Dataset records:
--------------------------------------------------
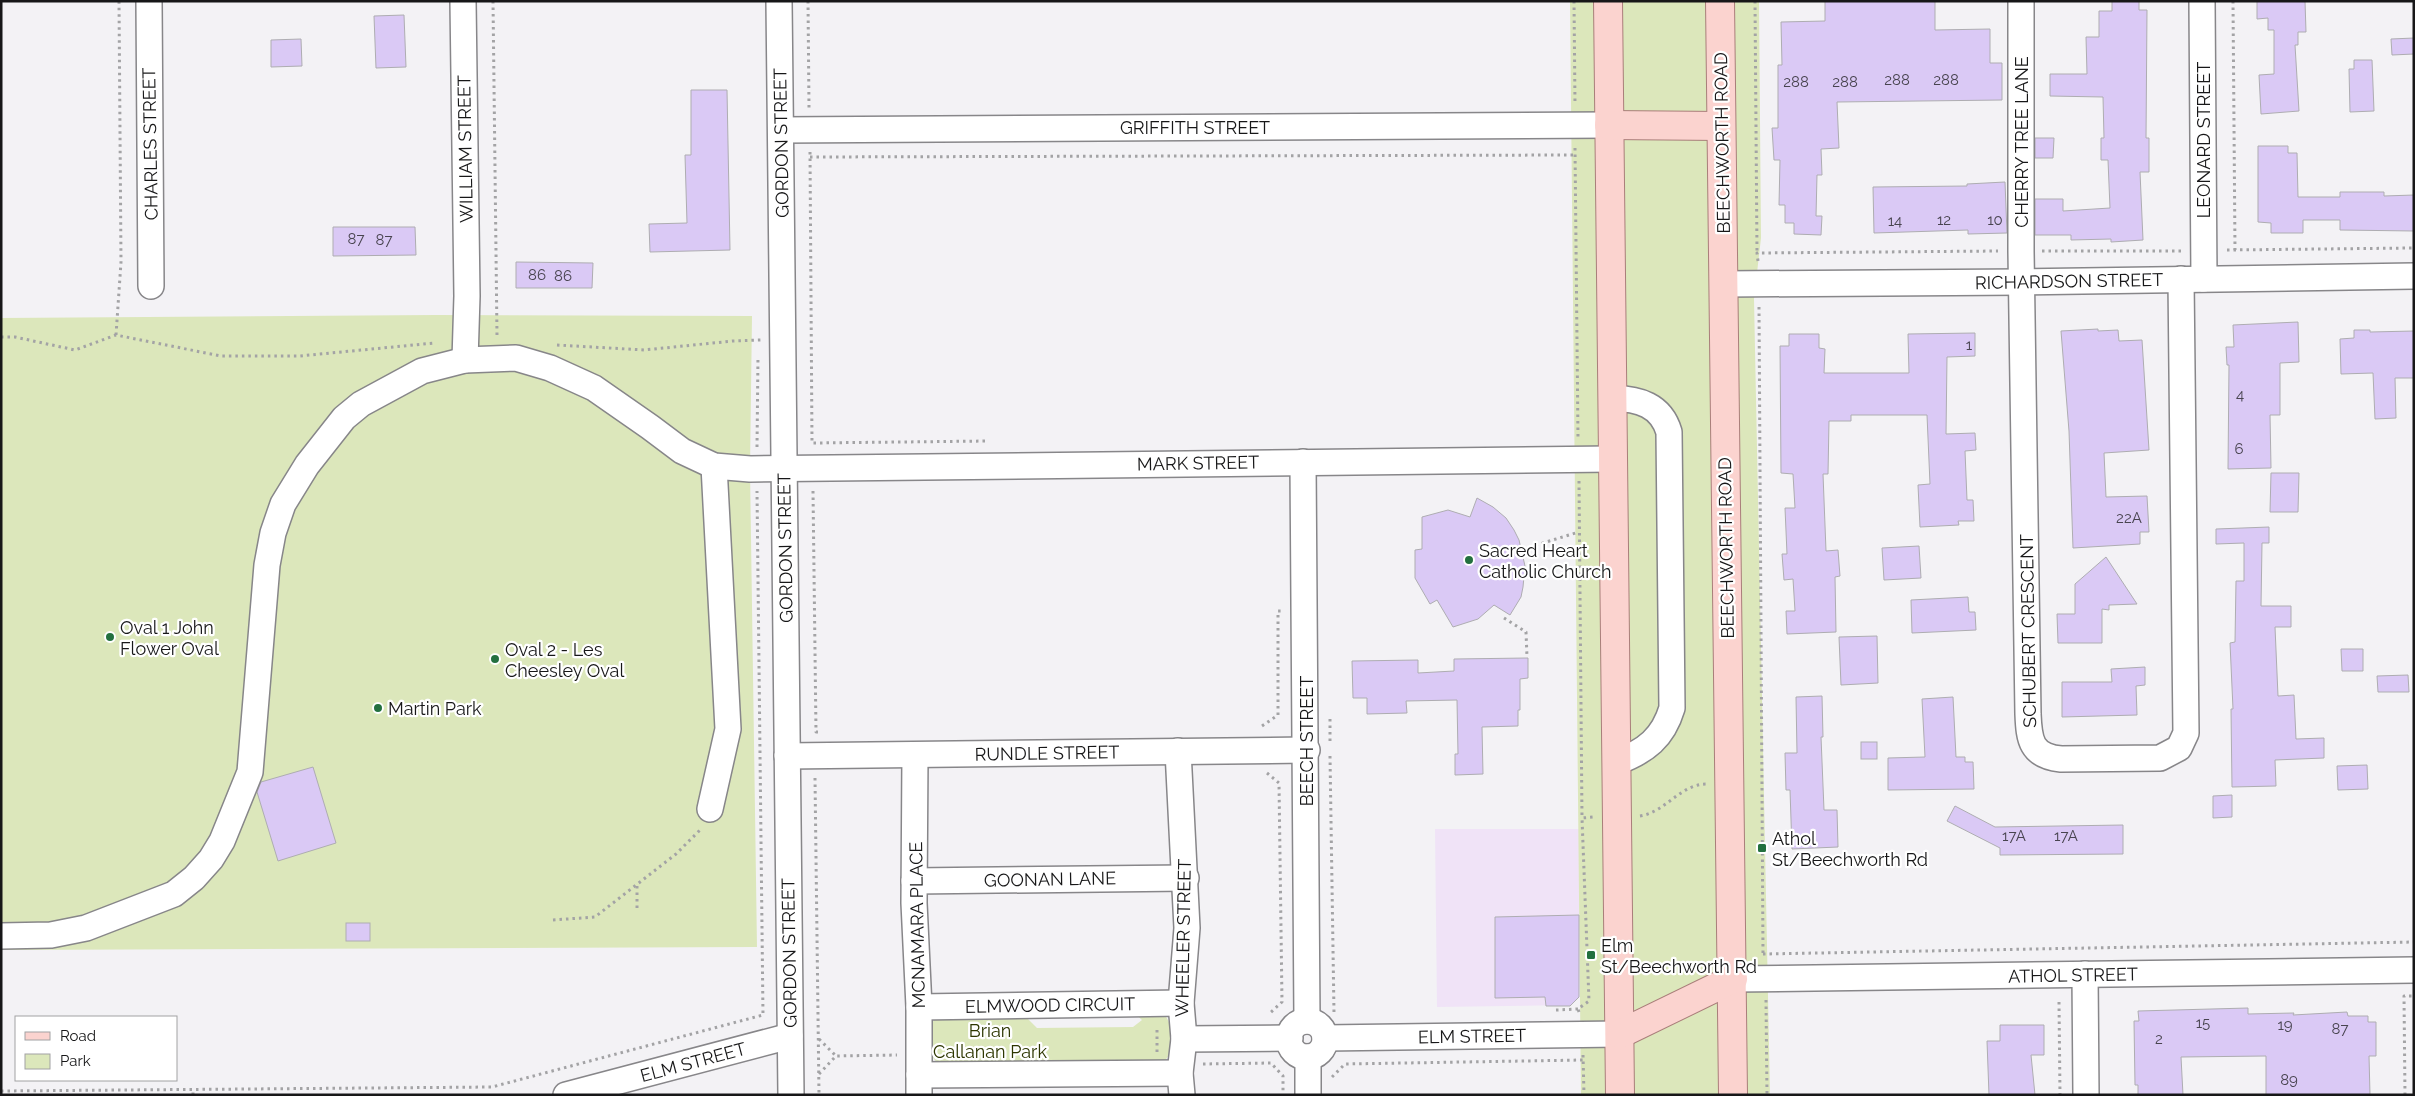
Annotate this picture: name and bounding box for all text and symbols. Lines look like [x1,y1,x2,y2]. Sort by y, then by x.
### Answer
street label: BEECHWORTH ROAD [1710,52,1734,234]
street label: CHERRY TREE LANE [2011,56,2032,228]
street label: LEONARD STREET [2193,62,2214,218]
street label: CHARLES STREET [138,67,162,221]
street label: GORDON STREET [769,68,793,218]
house number: 288 [1884,71,1910,89]
house number: 288 [1933,71,1959,89]
house number: 288 [1783,73,1809,91]
house number: 288 [1832,73,1858,91]
street label: WILLIAM STREET [453,75,477,223]
street label: GRIFFITH STREET [1120,117,1270,138]
house number: 12 [1937,211,1951,229]
house number: 10 [1987,211,2003,229]
house number: 14 [1888,212,1902,230]
house number: 87 [348,230,364,248]
house number: 87 [376,231,392,249]
house number: 86 [528,266,546,284]
house number: 86 [554,267,572,285]
street label: RICHARDSON STREET [1975,269,2163,293]
house number: 1 [1966,336,1973,354]
house number: 4 [2236,386,2244,404]
house number: 6 [2234,440,2244,458]
street label: MARK STREET [1137,451,1259,475]
street label: BEECHWORTH ROAD [1714,457,1738,639]
street label: GORDON STREET [773,473,797,623]
house number: 22A [2116,509,2142,527]
street label: SCHUBERT CRESCENT [2016,534,2040,728]
place label: Sacred Heart Catholic Church [1479,540,1612,582]
marker: Sacred Heart Catholic Church [1463,554,1475,566]
place label: Oval 1 John Flower Oval [120,617,219,659]
marker: Oval 1 John Flower Oval [104,631,116,643]
place label: Oval 2 - Les Cheesley Oval [505,639,624,681]
marker: Oval 2 - Les Cheesley Oval [489,653,501,665]
street label: BEECH STREET [1296,676,1317,806]
place label: Martin Park [388,698,482,719]
marker: Martin Park [372,702,384,714]
street label: RUNDLE STREET [974,741,1120,765]
house number: 17A [2002,827,2026,845]
house number: 17A [2054,827,2078,845]
place label: Athol St/Beechworth Rd [1772,828,1928,870]
street label: MCNAMARA PLACE [905,841,929,1009]
marker: Athol St/Beechworth Rd [1756,842,1768,854]
street label: WHEELER STREET [1171,859,1195,1017]
street label: GOONAN LANE [984,867,1116,891]
street label: GORDON STREET [777,878,801,1028]
place label: Elm St/Beechworth Rd [1601,935,1757,977]
marker: Elm St/Beechworth Rd [1585,949,1597,961]
street label: ATHOL STREET [2008,963,2138,987]
street label: ELMWOOD CIRCUIT [965,993,1135,1017]
house number: 15 [2196,1014,2210,1032]
legend [15,1016,178,1081]
house number: 19 [2277,1016,2293,1034]
park label: Brian Callanan Park [933,1020,1047,1062]
house number: 87 [2332,1020,2348,1038]
street label: ELM STREET [1418,1025,1526,1047]
text: Road [60,1027,96,1045]
house number: 2 [2155,1030,2163,1048]
street label: ELM STREET [638,1038,748,1086]
text: Park [60,1052,91,1070]
house number: 89 [2280,1071,2298,1089]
--------------------------------------------------
- [Task]: Please give back the data above word for word, with no pictures included.

- [Problem solution]:
Annotate this picture: name and bounding box for all text and symbols. Lines look like [x1,y1,x2,y2]. Sort by y, then by x.
### Answer
street label: BEECHWORTH ROAD [1710,52,1734,234]
street label: CHERRY TREE LANE [2011,56,2032,228]
street label: LEONARD STREET [2193,62,2214,218]
street label: CHARLES STREET [138,67,162,221]
street label: GORDON STREET [769,68,793,218]
house number: 288 [1884,71,1910,89]
house number: 288 [1933,71,1959,89]
house number: 288 [1783,73,1809,91]
house number: 288 [1832,73,1858,91]
street label: WILLIAM STREET [453,75,477,223]
street label: GRIFFITH STREET [1120,117,1270,138]
house number: 12 [1937,211,1951,229]
house number: 10 [1987,211,2003,229]
house number: 14 [1888,212,1902,230]
house number: 87 [348,230,364,248]
house number: 87 [376,231,392,249]
house number: 86 [528,266,546,284]
house number: 86 [554,267,572,285]
street label: RICHARDSON STREET [1975,269,2163,293]
house number: 1 [1966,336,1973,354]
house number: 4 [2236,386,2244,404]
house number: 6 [2234,440,2244,458]
street label: MARK STREET [1137,451,1259,475]
street label: BEECHWORTH ROAD [1714,457,1738,639]
street label: GORDON STREET [773,473,797,623]
house number: 22A [2116,509,2142,527]
street label: SCHUBERT CRESCENT [2016,534,2040,728]
place label: Sacred Heart Catholic Church [1479,540,1612,582]
marker: Sacred Heart Catholic Church [1463,554,1475,566]
place label: Oval 1 John Flower Oval [120,617,219,659]
marker: Oval 1 John Flower Oval [104,631,116,643]
place label: Oval 2 - Les Cheesley Oval [505,639,624,681]
marker: Oval 2 - Les Cheesley Oval [489,653,501,665]
street label: BEECH STREET [1296,676,1317,806]
place label: Martin Park [388,698,482,719]
marker: Martin Park [372,702,384,714]
street label: RUNDLE STREET [974,741,1120,765]
house number: 17A [2002,827,2026,845]
house number: 17A [2054,827,2078,845]
place label: Athol St/Beechworth Rd [1772,828,1928,870]
street label: MCNAMARA PLACE [905,841,929,1009]
marker: Athol St/Beechworth Rd [1756,842,1768,854]
street label: WHEELER STREET [1171,859,1195,1017]
street label: GOONAN LANE [984,867,1116,891]
street label: GORDON STREET [777,878,801,1028]
place label: Elm St/Beechworth Rd [1601,935,1757,977]
marker: Elm St/Beechworth Rd [1585,949,1597,961]
street label: ATHOL STREET [2008,963,2138,987]
street label: ELMWOOD CIRCUIT [965,993,1135,1017]
house number: 15 [2196,1014,2210,1032]
legend [15,1016,178,1081]
house number: 19 [2277,1016,2293,1034]
park label: Brian Callanan Park [933,1020,1047,1062]
house number: 87 [2332,1020,2348,1038]
street label: ELM STREET [1418,1025,1526,1047]
text: Road [60,1027,96,1045]
house number: 2 [2155,1030,2163,1048]
street label: ELM STREET [638,1038,748,1086]
text: Park [60,1052,91,1070]
house number: 89 [2280,1071,2298,1089]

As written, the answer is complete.